Segment Open
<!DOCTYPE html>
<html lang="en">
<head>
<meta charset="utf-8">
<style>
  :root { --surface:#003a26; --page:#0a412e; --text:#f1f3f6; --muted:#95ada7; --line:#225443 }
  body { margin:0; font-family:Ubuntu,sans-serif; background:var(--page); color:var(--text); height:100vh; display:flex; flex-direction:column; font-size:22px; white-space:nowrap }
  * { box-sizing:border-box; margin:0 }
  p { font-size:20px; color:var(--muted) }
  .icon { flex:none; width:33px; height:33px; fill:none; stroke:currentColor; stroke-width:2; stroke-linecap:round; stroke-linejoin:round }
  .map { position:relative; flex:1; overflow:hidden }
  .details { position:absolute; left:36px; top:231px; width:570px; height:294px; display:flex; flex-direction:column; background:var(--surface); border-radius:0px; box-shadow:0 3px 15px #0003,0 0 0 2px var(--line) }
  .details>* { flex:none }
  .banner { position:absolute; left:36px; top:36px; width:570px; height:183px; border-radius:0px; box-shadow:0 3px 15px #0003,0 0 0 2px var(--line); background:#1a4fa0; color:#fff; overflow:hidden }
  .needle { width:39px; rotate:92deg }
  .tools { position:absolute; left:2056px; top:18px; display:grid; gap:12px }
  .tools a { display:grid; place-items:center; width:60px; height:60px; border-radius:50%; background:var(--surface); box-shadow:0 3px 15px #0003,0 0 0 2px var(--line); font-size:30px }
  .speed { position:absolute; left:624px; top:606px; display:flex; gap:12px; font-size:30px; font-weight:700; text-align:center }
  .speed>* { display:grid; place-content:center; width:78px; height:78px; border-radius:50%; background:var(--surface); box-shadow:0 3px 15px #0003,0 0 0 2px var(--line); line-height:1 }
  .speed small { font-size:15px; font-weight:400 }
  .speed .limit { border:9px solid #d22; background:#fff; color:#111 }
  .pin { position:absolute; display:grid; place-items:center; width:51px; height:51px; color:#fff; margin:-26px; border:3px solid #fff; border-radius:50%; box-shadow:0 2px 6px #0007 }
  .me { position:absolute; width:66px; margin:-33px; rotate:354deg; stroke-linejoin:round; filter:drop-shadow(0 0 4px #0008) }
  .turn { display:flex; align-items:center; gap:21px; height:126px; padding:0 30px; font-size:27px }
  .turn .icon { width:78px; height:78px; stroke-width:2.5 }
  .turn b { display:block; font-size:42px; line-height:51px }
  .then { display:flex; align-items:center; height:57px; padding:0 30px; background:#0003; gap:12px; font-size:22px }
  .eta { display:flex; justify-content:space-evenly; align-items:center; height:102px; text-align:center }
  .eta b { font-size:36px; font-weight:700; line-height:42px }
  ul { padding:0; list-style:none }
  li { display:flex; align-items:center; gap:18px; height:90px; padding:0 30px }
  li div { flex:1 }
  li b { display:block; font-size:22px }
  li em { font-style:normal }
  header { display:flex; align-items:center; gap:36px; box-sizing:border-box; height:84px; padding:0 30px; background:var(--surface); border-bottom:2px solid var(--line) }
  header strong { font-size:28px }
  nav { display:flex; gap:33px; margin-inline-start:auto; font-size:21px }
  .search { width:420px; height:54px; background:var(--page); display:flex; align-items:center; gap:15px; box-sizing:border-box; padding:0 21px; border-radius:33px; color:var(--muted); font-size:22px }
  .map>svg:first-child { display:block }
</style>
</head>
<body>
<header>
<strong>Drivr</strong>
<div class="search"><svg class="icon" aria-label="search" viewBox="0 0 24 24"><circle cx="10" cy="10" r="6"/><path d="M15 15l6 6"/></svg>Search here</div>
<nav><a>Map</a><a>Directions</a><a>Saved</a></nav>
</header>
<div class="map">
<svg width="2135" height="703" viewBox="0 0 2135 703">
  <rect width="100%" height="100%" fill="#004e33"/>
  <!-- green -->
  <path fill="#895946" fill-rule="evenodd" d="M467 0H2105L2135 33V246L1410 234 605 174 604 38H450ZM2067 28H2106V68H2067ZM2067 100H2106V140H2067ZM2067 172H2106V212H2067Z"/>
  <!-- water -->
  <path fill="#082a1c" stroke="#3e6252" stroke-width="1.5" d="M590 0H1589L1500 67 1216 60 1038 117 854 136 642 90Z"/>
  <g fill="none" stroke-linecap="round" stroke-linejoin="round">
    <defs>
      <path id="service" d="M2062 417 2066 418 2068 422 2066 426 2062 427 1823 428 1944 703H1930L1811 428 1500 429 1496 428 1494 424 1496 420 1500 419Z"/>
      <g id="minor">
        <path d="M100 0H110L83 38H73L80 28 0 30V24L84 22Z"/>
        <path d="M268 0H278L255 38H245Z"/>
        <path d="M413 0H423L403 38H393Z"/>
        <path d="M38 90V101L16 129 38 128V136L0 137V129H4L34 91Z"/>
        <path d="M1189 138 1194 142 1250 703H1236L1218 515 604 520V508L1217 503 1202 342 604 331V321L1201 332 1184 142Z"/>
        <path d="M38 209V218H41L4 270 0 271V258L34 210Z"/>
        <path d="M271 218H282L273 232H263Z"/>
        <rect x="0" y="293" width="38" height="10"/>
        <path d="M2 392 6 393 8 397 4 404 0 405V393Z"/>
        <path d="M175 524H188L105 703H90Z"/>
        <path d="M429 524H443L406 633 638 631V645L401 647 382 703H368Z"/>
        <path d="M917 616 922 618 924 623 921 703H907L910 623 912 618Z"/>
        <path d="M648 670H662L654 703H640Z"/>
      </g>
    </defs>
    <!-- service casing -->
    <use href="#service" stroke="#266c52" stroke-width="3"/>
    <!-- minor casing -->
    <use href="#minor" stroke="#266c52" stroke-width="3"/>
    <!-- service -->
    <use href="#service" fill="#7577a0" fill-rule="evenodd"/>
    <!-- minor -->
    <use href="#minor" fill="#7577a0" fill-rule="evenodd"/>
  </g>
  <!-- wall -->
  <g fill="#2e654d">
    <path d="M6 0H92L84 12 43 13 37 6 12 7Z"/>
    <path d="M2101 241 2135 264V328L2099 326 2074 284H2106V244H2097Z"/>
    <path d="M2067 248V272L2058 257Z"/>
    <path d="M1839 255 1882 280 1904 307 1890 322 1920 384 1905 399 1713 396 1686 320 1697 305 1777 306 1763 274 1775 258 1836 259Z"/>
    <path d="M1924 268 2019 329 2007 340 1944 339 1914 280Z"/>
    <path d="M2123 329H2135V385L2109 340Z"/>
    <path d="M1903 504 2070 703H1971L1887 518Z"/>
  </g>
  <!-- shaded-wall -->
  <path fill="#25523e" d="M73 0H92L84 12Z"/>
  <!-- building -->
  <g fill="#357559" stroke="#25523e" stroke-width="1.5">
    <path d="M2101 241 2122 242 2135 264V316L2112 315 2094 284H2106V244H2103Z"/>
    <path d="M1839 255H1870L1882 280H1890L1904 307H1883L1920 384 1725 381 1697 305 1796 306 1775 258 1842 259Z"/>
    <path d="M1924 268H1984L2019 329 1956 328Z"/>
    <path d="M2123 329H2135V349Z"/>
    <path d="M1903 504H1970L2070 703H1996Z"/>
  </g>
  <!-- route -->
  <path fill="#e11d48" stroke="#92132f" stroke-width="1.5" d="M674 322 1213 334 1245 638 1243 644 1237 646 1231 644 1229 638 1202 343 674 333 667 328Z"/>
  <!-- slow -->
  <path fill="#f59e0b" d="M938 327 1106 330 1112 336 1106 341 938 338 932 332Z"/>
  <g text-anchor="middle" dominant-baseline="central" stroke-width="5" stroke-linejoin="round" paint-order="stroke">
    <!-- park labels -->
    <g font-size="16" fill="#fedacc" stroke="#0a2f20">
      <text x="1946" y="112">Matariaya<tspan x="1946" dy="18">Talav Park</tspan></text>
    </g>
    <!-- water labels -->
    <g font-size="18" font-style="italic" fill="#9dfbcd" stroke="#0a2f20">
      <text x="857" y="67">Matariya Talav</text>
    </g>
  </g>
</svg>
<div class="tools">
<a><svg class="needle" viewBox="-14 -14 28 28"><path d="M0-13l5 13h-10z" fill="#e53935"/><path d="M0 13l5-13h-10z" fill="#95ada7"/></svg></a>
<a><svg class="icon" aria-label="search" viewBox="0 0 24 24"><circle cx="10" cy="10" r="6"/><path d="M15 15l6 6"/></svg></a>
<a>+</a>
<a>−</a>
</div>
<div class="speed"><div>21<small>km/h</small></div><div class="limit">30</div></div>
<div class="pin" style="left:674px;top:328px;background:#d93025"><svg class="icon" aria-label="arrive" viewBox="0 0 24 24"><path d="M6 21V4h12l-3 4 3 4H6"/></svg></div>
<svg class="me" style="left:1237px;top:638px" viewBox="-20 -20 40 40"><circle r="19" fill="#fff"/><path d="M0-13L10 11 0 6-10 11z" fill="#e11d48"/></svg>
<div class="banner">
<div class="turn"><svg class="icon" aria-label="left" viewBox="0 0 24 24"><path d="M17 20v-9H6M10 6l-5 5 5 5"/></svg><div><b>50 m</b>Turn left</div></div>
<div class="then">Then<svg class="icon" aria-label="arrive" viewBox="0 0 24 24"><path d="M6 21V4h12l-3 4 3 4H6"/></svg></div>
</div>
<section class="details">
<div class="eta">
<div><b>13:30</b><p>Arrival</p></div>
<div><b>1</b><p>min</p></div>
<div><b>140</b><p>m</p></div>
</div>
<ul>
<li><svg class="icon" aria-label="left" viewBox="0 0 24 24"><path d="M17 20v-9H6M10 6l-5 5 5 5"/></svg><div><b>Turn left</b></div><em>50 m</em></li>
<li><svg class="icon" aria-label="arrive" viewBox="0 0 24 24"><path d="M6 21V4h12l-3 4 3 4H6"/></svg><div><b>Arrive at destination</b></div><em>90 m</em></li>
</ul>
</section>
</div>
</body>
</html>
Segment Closed
Repeat, exactly as they stand above, the lines from the line with "position:absolute; left:36px; top:231px;" to the line with "border:9px solid #d22;", both lines included.

__Output of the exercise__:
  .details { position:absolute; left:36px; top:231px; width:570px; height:294px; display:flex; flex-direction:column; background:var(--surface); border-radius:0px; box-shadow:0 3px 15px #0003,0 0 0 2px var(--line) }
  .details>* { flex:none }
  .banner { position:absolute; left:36px; top:36px; width:570px; height:183px; border-radius:0px; box-shadow:0 3px 15px #0003,0 0 0 2px var(--line); background:#1a4fa0; color:#fff; overflow:hidden }
  .needle { width:39px; rotate:92deg }
  .tools { position:absolute; left:2056px; top:18px; display:grid; gap:12px }
  .tools a { display:grid; place-items:center; width:60px; height:60px; border-radius:50%; background:var(--surface); box-shadow:0 3px 15px #0003,0 0 0 2px var(--line); font-size:30px }
  .speed { position:absolute; left:624px; top:606px; display:flex; gap:12px; font-size:30px; font-weight:700; text-align:center }
  .speed>* { display:grid; place-content:center; width:78px; height:78px; border-radius:50%; background:var(--surface); box-shadow:0 3px 15px #0003,0 0 0 2px var(--line); line-height:1 }
  .speed small { font-size:15px; font-weight:400 }
  .speed .limit { border:9px solid #d22; background:#fff; color:#111 }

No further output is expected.